A truly sustainable city must take care of both the environment and the people who live there. Only by meeting the real needs of citizens will we be able to make the cities of the future guarantee our balance.
For decades, film and literature have shaped a still image of the future. With technological cities (techcities) where autonomous cars fly, electric scooters float and even video calls are made via holograms. All this is already here. Or it’s just around the corner and already familiar to us.
The optimisation of technology and the spread of digitalisation are perfecting the concept of the intelligent city (smart city) and the challenge now is to move towards balanced cities (balance city). With a transversal approach to sustainability that encompasses both environmental and urban balance as well as care for the environment and attention to citizens.
This combination, which is listed in the UN-approved Sustainable Development Goals (SDG), is not trivial. Progress towards smart cities without taking these premises into account increases the following:
- Inequalities – urban population living in slums grew by 24% in 2018-.
- Disconnection – barely half of the world’s urban population has convenient access to public transportation-.
- And confinement – 47% of the population lives within 400 metres of public open space.-.
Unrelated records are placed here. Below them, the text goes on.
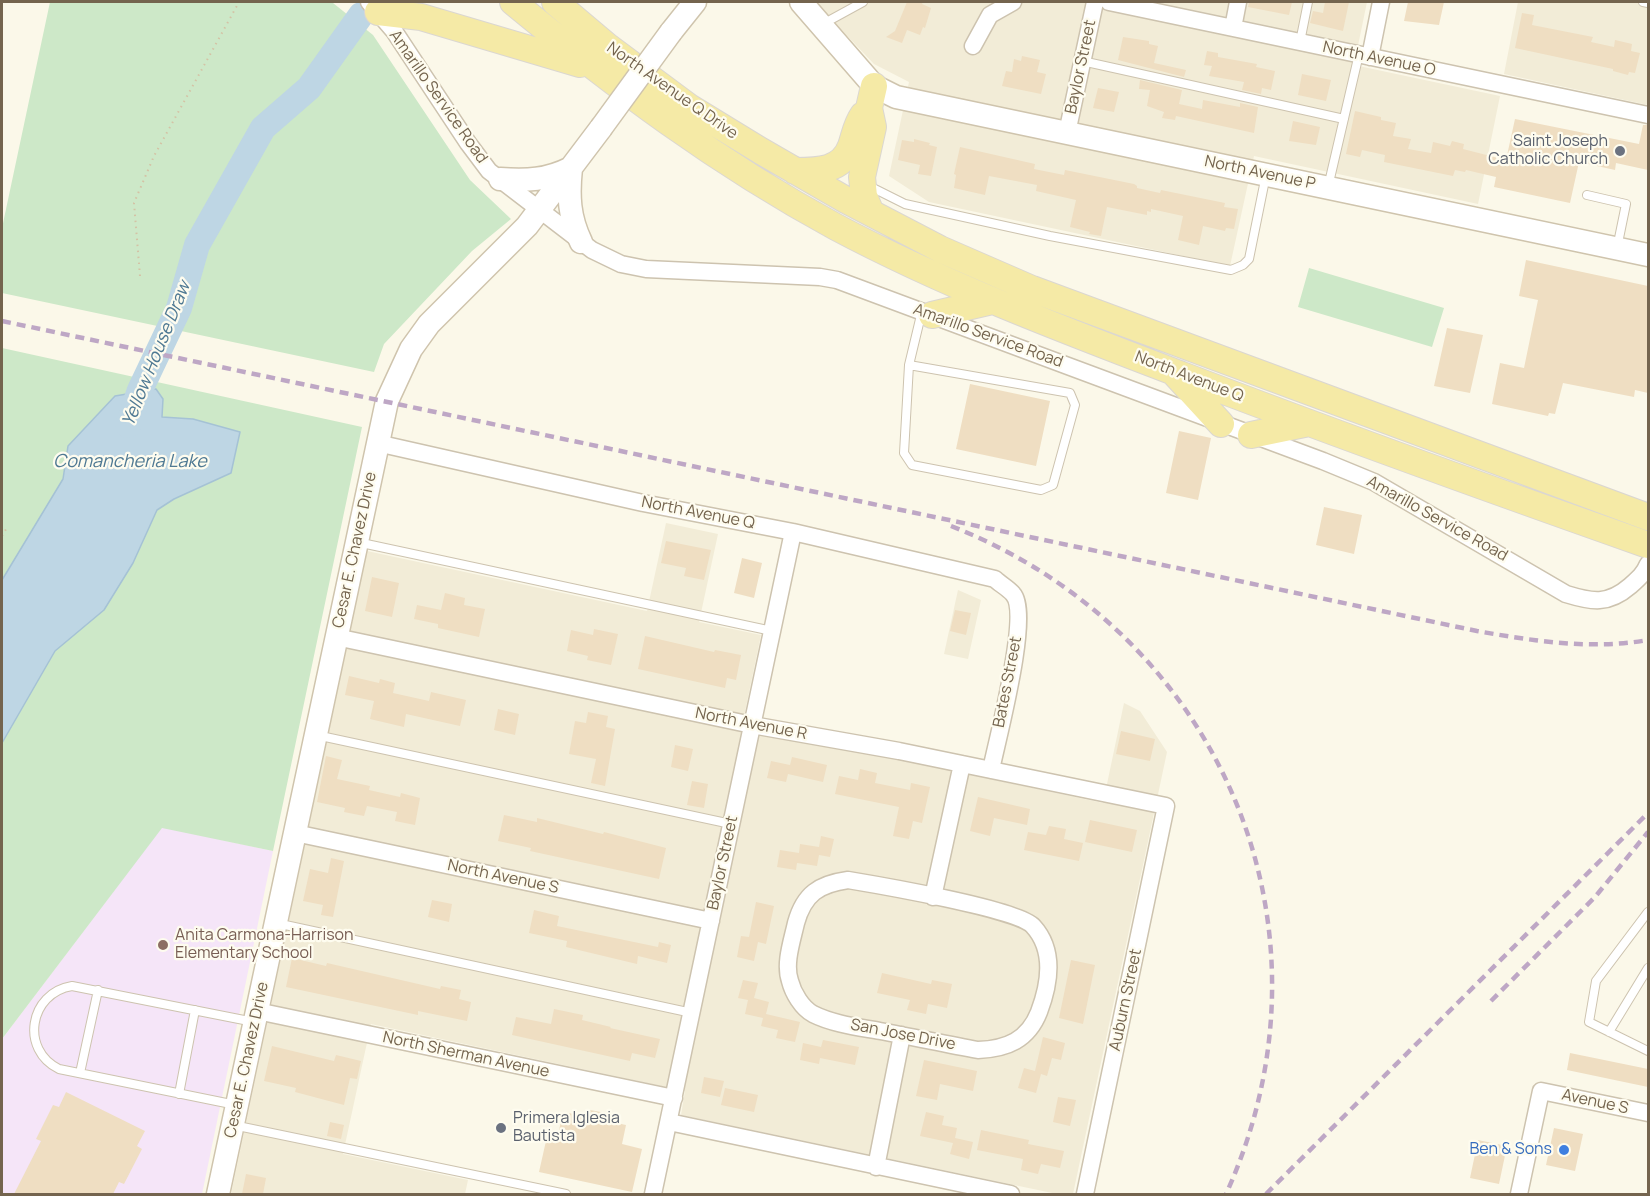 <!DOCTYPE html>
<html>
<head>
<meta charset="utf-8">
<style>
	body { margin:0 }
	#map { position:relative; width:1650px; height:1196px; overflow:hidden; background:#fbf8e9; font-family:Manrope,sans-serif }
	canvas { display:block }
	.frame { position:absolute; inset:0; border:3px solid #74644e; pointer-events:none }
</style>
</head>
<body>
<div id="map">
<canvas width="1650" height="1196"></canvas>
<div class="frame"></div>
</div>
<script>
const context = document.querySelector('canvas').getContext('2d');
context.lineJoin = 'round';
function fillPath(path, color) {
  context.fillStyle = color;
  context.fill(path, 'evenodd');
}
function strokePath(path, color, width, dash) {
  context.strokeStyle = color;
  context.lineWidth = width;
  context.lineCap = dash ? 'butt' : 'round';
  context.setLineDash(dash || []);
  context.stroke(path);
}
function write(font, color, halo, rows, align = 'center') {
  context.font = font + ' Manrope,sans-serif';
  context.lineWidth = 4.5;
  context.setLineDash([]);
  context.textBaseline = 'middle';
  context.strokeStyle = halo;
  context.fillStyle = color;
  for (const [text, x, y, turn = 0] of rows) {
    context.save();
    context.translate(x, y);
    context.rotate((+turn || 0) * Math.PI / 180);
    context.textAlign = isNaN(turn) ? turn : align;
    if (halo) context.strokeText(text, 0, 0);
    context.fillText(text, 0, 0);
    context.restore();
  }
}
const residential = new Path2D(`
	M815 2H1367L1354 65 1500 96 1478 204 1254 156 1230 266 929 202 889 176 909 82 874 64Z
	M1518 2H1648V105L1504 74Z
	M666 523 718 534 699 622 761 635 742 726 1103 803 1124 703 1140 711 1167 752 1073 1194H1057L681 1115 685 1091 371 1024 343 1154 468 1180 465 1194H231L367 551 647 611Z
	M958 590 981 600 968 659 944 654Z`);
const education = new Path2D(`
	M162 827 273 851 202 1194H2V1039Z`);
const green = new Path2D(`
	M50 2 333 3 373 35 470 180 511 219 472 251 384 344 374 372 2 293V228Z
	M1309 268 1444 308 1432 347 1298 307Z
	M2 348 362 427 273 851 162 828 2 1039Z`);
const water = new Path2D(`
	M156 389 163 399 162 417 193 419 240 432 231 473 174 499 157 510 133 563 104 610 55 651 2 743V580L63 479 68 446 115 396Z`);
const river = new Path2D(`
	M128 425 140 390 179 308 197 245 263 128 309 88 361 15`);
const building = new Path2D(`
	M907 2H923L922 4 931 8 925 28 923 27 920 35 907 30 902 43 886 37 895 31Z
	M1249 2H1292L1289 15 1248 7Z
	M1325 2H1349L1343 31 1310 23 1313 11 1323 13Z
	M1408 2H1444L1439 25 1404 21Z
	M1522 13 1534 15 1532 25 1593 37 1591 42 1614 47 1615 40 1632 44 1631 51 1640 53 1635 73 1629 72 1628 75 1613 71V69L1515 48Z
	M1123 37 1149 41V44L1158 46 1154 63 1186 70 1184 77 1118 60Z
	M1207 51 1218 53V57L1257 64 1256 67 1275 71 1271 90 1262 88 1261 94 1242 90 1244 82 1209 76 1212 66 1204 65Z
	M1022 56 1040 60 1037 72 1046 74 1041 94 1002 86 1006 71 1012 72 1014 59 1021 61Z
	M1302 74 1331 80 1326 101 1298 95Z
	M1140 80 1182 90 1179 104 1202 109 1203 100 1240 107V103L1258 107 1254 133 1176 116 1175 120 1162 118 1164 112 1147 106 1150 90 1139 89Z
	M1098 88 1119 92 1114 112 1093 108Z
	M1355 111 1381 117V120L1396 123 1393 136 1411 139 1408 149 1431 153 1433 142 1450 146 1452 141 1464 144 1463 149 1506 160 1515 119 1639 144 1643 125H1648V170L1616 163 1615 170 1579 162 1570 203 1494 187 1496 177 1466 170 1465 172 1455 170 1453 176 1384 162 1385 155 1362 150 1360 157 1346 154Z
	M1293 121 1320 127 1316 145 1289 141Z
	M914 139 930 143 929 145 937 147 931 176 918 174 920 165 898 160 902 140 914 142Z
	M960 147 1035 164 1034 169 1064 175 1065 170 1134 184 1137 186V188L1160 193 1161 190 1225 203 1224 207 1238 209 1234 229 1226 228 1225 231 1203 226 1199 245 1178 240 1183 216 1151 209V212L1147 211V215L1107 207 1101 236 1089 234 1090 232 1070 227 1076 200 1036 191 1037 185 989 176 985 195 954 188 956 175 954 174Z
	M1526 260 1648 286V393L1635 390 1634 397 1563 383 1555 414 1549 413 1548 416 1492 404 1500 363 1524 368 1538 300 1519 296Z
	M1447 328 1483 335 1470 393 1434 386Z
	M970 384 1050 401 1036 466 956 449Z
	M1179 431 1211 438 1198 500 1166 493Z
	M1324 507 1362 515 1354 554 1316 545Z
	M666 541 711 550 704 580 684 576 686 568 661 563Z
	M742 558 762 563 754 598 734 593Z
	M372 577 399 583 392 617 365 611Z
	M445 593 465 598 464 605 485 609 479 637 438 628V624L414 619 417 605 441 610Z
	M955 610 971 613 966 635 950 631Z
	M594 629 618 634 611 665 587 660 588 656 567 651 571 630 593 635Z
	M645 636 714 652 715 650 741 655 736 680 727 678 725 688 638 669Z
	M349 676 379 683 380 679 395 683 393 693 429 701 431 692 466 700 460 726 406 714 404 727 370 719 374 701 345 695Z
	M498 709 519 714 515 735 494 730Z
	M588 712 608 716 606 727 615 729 605 786 591 783 596 759 569 754 575 721 586 723Z
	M1121 731 1155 739 1150 761 1116 754Z
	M675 745 693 749 688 771 671 767Z
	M326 756 342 760 337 779 370 786 369 790 400 797 401 793 420 798 415 825 395 821 397 812 367 806 364 816 344 812 345 808 317 802Z
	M792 757 827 765 823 782 788 774 786 782 767 778 771 761 790 765Z
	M860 769 877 773 875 783 910 790 911 783 930 787 922 823 913 821 909 839 893 836 899 807 835 794 839 776 858 780Z
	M692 781 708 784 704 808 687 805Z
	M978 797 1030 809 1027 825 994 818 990 836 970 831Z
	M504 815 537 822V818L603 834 604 832 666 848 659 879 530 851 531 848 498 841Z
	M1090 820 1137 830 1132 852 1085 842Z
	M1049 826 1066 829 1064 839 1083 843 1079 861 1024 850 1028 832 1046 835Z
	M821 836 834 839 830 857 819 855 817 866 797 863 796 870 777 867 780 850 799 853 800 844 819 847Z
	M331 858 344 861 333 917 321 915 323 905 303 901 310 869 328 873Z
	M432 900 452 904 449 922 428 917Z
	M756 902 774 906 766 944 758 942 754 961 737 957 741 936 749 937Z
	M534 910 559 916 557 926 658 947 659 942 671 945 667 963 638 956 637 964 566 947 567 941 529 933Z
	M292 958 326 966 327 963 440 989 441 986 461 990 459 999 471 1002 467 1021 418 1011V1015L286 987Z
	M1071 960 1095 965 1083 1024 1059 1018Z
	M882 973 931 984 932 980 952 984 947 1008 928 1004 926 1014 907 1010 910 1000 877 993Z
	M743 980 758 983 754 998 769 1002 766 1014 800 1022 795 1042 776 1038 778 1030 761 1026 763 1018 745 1014 748 1000 738 998Z
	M554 1009 583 1015 582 1020 611 1027 610 1028 660 1039 655 1058 632 1053 630 1061 512 1035 516 1017 551 1024Z
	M1043 1037 1065 1043 1061 1060 1052 1058 1047 1076 1041 1074 1036 1093 1018 1088 1024 1068 1035 1071Z
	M823 1040 859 1047 855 1065 820 1058 819 1064 800 1060 803 1043 821 1047Z
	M272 1046 334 1061 336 1055 361 1061 357 1079 350 1078 344 1105 295 1092 296 1088 264 1081Z
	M1570 1053 1648 1069V1087L1567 1070Z
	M924 1060 977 1071 973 1091 940 1084 937 1100 916 1096Z
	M704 1077 724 1081 720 1097 701 1093Z
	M725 1088 758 1095 754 1112 721 1105Z
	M66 1092 145 1131 137 1146 142 1149 124 1184 119 1182 113 1194H14L41 1141 36 1139 53 1105 59 1107Z
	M1058 1097 1076 1100 1070 1126 1053 1122Z
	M590 1110 606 1113 604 1119 607 1121 626 1125 622 1144 642 1149 632 1192 539 1172 548 1132 558 1135 563 1112 585 1116H588Z
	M926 1112 944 1116 942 1125 957 1128 955 1138 973 1142 969 1159 950 1154 953 1143 920 1136Z
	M330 1122 344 1125 341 1139 327 1136Z
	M1554 1128 1583 1134 1575 1171 1546 1165Z
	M981 1130 1029 1140 1028 1144 1064 1151 1060 1168 1041 1164 1038 1174 1021 1170 1023 1159 977 1150Z
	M1478 1140 1507 1146 1499 1184 1470 1178Z
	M246 1174 266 1178 263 1194H242Z`);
const path = new Path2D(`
	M140 276 134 203 154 156 239 2
	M2 536 8 526`);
const lane = new Path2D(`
	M1643 2 1648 3
	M821 25 863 2
	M1300 42 1308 2
	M1082 61 1344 119
	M1328 187 1359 54
	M875 189 905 204 1050 236 1231 270 1243 265 1249 259 1266 175
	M1587 195 1626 204 1617 248
	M909 365 1070 393 1075 405 1053 485 1041 490 912 465 904 453 909 365 922 311
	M357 542 772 631
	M316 735 731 824
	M1648 912 1596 981 1589 1022 1648 1051
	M276 923 692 1013
	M1609 1032 1648 968
	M80 1073 98 990
	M179 1094 195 1010
	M236 1105 59 1069C20 1050 29 993 72 986L254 1022
	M233 1125 566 1194`);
const street = new Path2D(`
	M369 2 394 31 468 143 489 171 592 250 621 264 646 269 820 277 837 280 1323 461 1374 482 1566 594C1592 602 1608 605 1630 586 1638 579 1644 574 1648 564
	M1109 2 1648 115
	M1233 28 1238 2
	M973 46 990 15 1013 2
	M1370 57 1381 2
	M1067 133 1095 2
	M377 443 643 503 793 532 995 579C1000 584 1008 588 1013 594 1031 614 997 740 991 770
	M336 637 752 725 899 751 1166 806 1085 1194
	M295 833 711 921
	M848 880C878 885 1018 909 1033 926 1055 950 1050 983 1039 1012 1028 1040 1007 1049 978 1050 945 1044 913 1037 880 1031 858 1027 833 1024 813 1014 802 1008 793 993 790 981 784 964 792 941 796 923 804 894 819 884 848 880Z
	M933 897 962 764
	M257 1011 674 1098
	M669 1122 1011 1194
	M876 1167 902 1035
	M653 1194 793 532
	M1519 1194 1541 1091 1648 1113`);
const secondary = new Path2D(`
	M801 2 874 86 896 97 1648 255
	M671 32 695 2
	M571 168C568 196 569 217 581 242
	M500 179C527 181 547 180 571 168
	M218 1194 387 401 411 349 429 324 527 226 601 128`);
const primary = new Path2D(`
	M513 2C616 87 718 163 836 227 947 286 1064 330 1182 375 1336 434 1492 490 1648 545
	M555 2 607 46 689 107 761 151 846 200 940 249 1032 289 1648 517
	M378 12 421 17 580 64
	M795 171C818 171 842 171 851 146 855 134 856 125 863 115
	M871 213 864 196 862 177 873 127 869 108 874 86
	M932 315 992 301
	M1176 375 1221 424
	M1251 435 1309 423`);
const rail = new Path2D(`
	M2 321 1477 631C1533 641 1592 650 1648 640
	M951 526C1221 632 1347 929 1226 1194
	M1491 1001 1595 897 1648 832
	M1266 1194 1648 813`);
const secondaryBridge = new Path2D(`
	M601 128 671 32`);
const markers = [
	[1620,151,6,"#6b7280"],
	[163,945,6,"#8d6e63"],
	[501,1128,6,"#6b7280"],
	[1564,1150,6,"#3f7fe0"]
];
const streetNames = [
	["North Avenue O",1379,59,12],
	["Baylor Street",1081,67,-78],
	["North Avenue Q Drive",672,91,35],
	["Amarillo Service Road",438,97,55],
	["North Avenue P",1260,173,12],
	["Amarillo Service Road",988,336,20],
	["North Avenue Q",1189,377,21],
	["North Avenue Q",698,513,11],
	["Amarillo Service Road",1437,519,29],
	["Cesar E. Chavez Drive",355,550,-78],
	["Bates Street",1008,682,-79],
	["North Avenue R",751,724,11],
	["Baylor Street",723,863,-78],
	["North Avenue S",503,877,12],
	["Auburn Street",1126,1000,-78],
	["San Jose Drive",903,1035,11],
	["North Sherman Avenue",466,1055,12],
	["Cesar E. Chavez Drive",247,1060,-78],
	["Avenue S",1595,1102,12]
];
const worshipNames = [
	["Saint Joseph",1608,142],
	["Catholic Church",1608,160],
	["Primera Iglesia",513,1119,"left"],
	["Bautista",513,1137,"left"]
];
const educationNames = [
	["Anita Carmona-Harrison",175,936],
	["Elementary School",175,954]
];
const shopNames = [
	["Ben & Sons",1552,1150]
];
const waterNames = [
	["Yellow House Draw",157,354,-68],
	["Comancheria Lake",130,462]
];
fillPath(residential, '#f2ecd7');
fillPath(education, '#f5e5f8');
fillPath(green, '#cde8c8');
fillPath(water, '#bed6e4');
strokePath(water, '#a5c2d5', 1.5);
strokePath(river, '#bed6e4', 26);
fillPath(building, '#efdec2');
strokePath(lane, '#cdc3af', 10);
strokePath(street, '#cdc3af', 19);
strokePath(secondary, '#cfc4ad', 25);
strokePath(primary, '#dbd7d1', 28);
strokePath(path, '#d4c2a5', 2, [1.5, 4.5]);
strokePath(lane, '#fff', 8);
strokePath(street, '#fff', 16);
strokePath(secondary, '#fff', 22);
strokePath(primary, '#f5eaa6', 26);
strokePath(rail, '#bea7c5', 4.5, [9, 6]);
strokePath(secondaryBridge, '#cfc4ad', 25, []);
strokePath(secondaryBridge, '#fff', 22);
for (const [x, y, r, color] of markers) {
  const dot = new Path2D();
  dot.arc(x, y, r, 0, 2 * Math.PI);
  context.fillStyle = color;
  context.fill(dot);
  strokePath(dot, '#fefcef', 2);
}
write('16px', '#74644e', '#fefcef', streetNames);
write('16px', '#5b616d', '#fefcef', worshipNames, 'right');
write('16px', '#785e54', '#fefcef', educationNames, 'left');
write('16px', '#366cbe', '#fefcef', shopNames, 'right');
write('italic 18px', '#4f7993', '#fefcef', waterNames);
</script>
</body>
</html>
What’s the point of going deeper into the work-life balance if, once the working day is over, we have to keep fighting to solve other types of deficiencies? The success of work-life balance cities requires a participative role on the part of their inhabitants, allowing them to have their share of influence in the relevant decisions on the development of the city. Coordination with the public administration and participative action by all the subjects of the city of the future will make it possible to balance the management of resources on the basis of needs. And there are already failed models that support this view.
Masdar, the failed techcity
The crudest example of the nonsense of building the future without going hand in hand with citizens exists. That’ s Masdar, in Abu Dhabi. But in this case, more than a real set of a futuristic film about a tech city, what is being built is the scene for a horror film. The atmosphere is one of asphyxiation, despite being uninhabited. The paradigm of the failed city.
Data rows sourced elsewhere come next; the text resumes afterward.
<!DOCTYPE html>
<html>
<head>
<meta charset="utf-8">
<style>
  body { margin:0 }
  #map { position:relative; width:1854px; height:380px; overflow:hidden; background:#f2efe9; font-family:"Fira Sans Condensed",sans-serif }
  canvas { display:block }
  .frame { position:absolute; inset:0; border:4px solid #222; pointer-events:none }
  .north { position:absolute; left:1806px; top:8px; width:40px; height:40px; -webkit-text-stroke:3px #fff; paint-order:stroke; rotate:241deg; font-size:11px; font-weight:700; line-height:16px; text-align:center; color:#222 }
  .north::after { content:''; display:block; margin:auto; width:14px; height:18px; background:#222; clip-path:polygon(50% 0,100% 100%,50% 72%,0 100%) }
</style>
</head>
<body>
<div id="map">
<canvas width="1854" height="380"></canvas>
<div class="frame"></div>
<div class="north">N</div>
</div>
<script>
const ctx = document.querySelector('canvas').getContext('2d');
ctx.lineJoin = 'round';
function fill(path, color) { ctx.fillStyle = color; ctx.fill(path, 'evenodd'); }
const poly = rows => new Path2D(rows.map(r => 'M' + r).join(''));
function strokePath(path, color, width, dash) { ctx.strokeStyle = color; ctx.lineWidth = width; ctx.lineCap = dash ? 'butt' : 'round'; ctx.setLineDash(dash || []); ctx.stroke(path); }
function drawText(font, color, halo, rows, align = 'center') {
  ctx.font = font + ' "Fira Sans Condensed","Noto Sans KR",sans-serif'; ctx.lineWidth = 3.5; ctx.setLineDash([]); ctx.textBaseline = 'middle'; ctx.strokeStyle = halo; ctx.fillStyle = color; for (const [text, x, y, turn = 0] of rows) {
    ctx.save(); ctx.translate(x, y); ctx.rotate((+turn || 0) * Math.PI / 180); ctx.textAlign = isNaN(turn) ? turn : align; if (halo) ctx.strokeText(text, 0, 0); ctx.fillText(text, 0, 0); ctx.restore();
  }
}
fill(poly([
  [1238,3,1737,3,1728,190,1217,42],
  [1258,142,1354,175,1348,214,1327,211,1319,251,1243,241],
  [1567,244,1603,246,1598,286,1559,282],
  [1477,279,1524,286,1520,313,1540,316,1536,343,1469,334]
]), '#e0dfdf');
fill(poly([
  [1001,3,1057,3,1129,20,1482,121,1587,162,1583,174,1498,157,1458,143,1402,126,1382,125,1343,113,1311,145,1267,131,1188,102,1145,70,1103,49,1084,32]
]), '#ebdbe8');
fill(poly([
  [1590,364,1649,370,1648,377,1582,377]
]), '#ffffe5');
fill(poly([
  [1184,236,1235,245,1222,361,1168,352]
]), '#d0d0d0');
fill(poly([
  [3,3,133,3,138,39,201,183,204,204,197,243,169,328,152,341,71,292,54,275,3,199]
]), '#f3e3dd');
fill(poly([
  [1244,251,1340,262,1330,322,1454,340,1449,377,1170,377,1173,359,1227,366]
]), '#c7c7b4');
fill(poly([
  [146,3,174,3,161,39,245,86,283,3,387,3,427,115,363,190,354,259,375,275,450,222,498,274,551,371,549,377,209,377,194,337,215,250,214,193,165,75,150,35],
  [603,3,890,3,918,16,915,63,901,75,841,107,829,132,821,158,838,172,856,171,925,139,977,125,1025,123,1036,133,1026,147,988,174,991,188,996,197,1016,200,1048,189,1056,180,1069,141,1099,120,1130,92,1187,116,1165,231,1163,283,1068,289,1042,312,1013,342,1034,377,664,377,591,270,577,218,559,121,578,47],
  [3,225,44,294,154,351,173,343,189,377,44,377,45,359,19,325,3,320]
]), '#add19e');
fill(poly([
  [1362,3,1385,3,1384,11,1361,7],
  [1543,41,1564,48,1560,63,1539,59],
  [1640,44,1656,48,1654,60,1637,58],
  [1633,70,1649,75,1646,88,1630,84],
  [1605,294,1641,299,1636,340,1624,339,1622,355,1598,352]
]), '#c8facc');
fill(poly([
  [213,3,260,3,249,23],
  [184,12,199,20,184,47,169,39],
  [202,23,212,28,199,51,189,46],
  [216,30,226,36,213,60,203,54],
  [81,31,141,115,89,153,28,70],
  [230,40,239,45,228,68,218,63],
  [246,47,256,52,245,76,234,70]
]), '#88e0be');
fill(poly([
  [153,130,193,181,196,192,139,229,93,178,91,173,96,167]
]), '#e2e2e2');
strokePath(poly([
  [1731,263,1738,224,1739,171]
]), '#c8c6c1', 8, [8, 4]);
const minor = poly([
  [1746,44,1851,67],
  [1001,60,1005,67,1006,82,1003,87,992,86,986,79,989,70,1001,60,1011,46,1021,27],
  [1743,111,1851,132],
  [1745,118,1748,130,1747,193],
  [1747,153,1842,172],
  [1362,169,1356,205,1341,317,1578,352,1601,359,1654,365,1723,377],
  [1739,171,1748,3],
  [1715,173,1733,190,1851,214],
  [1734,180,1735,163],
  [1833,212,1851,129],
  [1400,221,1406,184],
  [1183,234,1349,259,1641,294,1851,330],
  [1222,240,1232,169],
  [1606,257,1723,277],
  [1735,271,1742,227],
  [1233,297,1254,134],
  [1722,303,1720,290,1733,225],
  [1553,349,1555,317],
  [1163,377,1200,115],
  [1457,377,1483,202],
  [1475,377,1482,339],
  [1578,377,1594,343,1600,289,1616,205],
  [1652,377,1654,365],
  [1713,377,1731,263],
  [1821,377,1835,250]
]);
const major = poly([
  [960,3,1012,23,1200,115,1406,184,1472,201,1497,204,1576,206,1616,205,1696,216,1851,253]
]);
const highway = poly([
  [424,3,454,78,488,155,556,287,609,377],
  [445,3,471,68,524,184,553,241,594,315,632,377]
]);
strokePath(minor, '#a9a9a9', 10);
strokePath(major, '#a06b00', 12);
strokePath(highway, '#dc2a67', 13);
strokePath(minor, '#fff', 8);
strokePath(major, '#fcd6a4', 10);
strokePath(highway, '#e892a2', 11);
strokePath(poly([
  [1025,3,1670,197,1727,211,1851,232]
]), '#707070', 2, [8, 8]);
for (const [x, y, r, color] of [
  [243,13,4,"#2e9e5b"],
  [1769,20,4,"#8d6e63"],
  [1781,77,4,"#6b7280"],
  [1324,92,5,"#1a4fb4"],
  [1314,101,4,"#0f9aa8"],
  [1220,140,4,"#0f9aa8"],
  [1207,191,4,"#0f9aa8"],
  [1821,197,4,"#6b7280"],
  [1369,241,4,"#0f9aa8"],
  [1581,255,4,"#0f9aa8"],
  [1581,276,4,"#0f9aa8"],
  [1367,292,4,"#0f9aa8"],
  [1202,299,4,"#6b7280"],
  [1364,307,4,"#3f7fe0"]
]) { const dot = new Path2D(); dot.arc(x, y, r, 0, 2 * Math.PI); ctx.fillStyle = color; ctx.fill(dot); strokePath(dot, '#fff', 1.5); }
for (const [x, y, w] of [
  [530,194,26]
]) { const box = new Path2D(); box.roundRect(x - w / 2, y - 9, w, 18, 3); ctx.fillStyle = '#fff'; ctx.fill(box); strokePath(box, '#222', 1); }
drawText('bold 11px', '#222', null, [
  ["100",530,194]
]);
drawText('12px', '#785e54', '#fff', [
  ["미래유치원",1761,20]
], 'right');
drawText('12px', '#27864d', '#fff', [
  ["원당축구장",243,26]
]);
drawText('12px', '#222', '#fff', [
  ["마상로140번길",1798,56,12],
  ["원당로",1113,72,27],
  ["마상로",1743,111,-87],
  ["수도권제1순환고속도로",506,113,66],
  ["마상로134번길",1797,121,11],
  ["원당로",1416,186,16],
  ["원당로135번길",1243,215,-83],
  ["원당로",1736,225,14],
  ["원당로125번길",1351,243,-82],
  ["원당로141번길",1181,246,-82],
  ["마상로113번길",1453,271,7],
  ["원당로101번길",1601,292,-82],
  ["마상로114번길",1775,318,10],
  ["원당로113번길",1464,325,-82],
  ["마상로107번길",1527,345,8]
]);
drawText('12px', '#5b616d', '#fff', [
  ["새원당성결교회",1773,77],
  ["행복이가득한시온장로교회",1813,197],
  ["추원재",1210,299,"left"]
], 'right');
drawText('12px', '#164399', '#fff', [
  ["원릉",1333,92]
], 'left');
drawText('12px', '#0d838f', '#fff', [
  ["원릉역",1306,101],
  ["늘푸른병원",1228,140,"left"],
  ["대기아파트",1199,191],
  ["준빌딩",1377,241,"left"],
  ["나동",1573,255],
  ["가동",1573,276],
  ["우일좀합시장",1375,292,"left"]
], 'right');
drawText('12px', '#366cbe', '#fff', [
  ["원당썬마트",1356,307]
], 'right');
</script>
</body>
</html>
Masdar was destined to be the first city of the future designed specifically to be green and self-sufficient. Oriented so that it could take advantage of air currents, wired under a solar panel roof, and connected by electric rails so that no one would have to use the car. Everything was planned for 2016, with a failed extension of 4 years that will expire on December 31, leaving the project in utopia simply because nobody wants to live there. The city projected itself by embracing environmental care and betting on exploiting every minute of sunlight, but it also turned its back on citizens. An example of this was the design of a transportation service that does not solve mobility around the city. The electric mobility capsules proved to be ineffective as they only worked within the small enclosure of the city centre, leaving the distance between other areas —which is too great to travel by bicycle— unattended.
Applying employee engagement to a city model
Masdar’s experience is not entirely negative and allows for insight to be drawn upon in future projects. The main point is to successfully extrapolate the business model to a city model. If one of the keys to work-life balance is to keep professional teams involved in the project, the challenge in balance cities is to involve citizens in a city model that they actively defend. Is this possible?
María Elicia Cortés, WolterKluvers‘ public sector consultant , has tried to answer this question in her final Master’s dissertation for the Complutense University of Madrid, concluding that e-governance can be considered “the main and most important challenge for smart cities, promoting the use of information and communication technologies in the public sector with the intention of improving the provision of services and information, reinforcing transparency and accountability, and fostering citizen participation in decision-making processes“. According to the study, all this results in “individual recognition, learning (self-realisation needs), efficiency, autonomy, sense of belonging, status, leadership and competition“..
Behind these movements towards inclusion lies the ultimate goal of establishing citizens as active agents in the transformation of techcities. In this sense, there is no discussion about the differential fact by which the idea of collaborative work is more deeply rooted in the old continent than in Asia or the United States. To such an extent that several European capitals have managed to carve out a niche for themselves in the rankings of the main cities with the best work-life balance, displacing North American cities which are, a priori, better positioned in the innovation and technology sections. We are talking about Helsinki (Finland), Munich (Germany), Oslo (Norway)… and even Barcelona (Spain).
With regard to 2018, the Catalan capital has climbed four positions in Europe and nine in the global arena despite not leading in any of the fields examined. However, its innovation, its capacity to attract digital talent and the equilibrium it offers for balancing work and personal life put it ahead of New York (United States), Toronto (Canada), San Francisco (United States) or Tokyo (Japan) in the list of cities that are looking to the future.
For years Barcelona has been developing Decidim, a participatory digital platform that takes advantage of the collective intelligence of citizens to create public policies that better respond to their needs. In this way, more than 70% of the proposals included in the council’s agenda come directly from citizens and reflect what concerns the inhabitants of Barcelona, making it the municipal government’s roadmap. The most common demands are in the areas of access to affordable housing, climate change, energy transition or sustainability, among many others.
Data concerning the city, and its citizens, are conceived as a common good and must become a public infrastructure such as water, electricity, roads and clean air. Therefore, they have to be accessible and help local technology companies and production networks to build future services and solutions that generate public value and social return. The exact definition of a balance city for the future.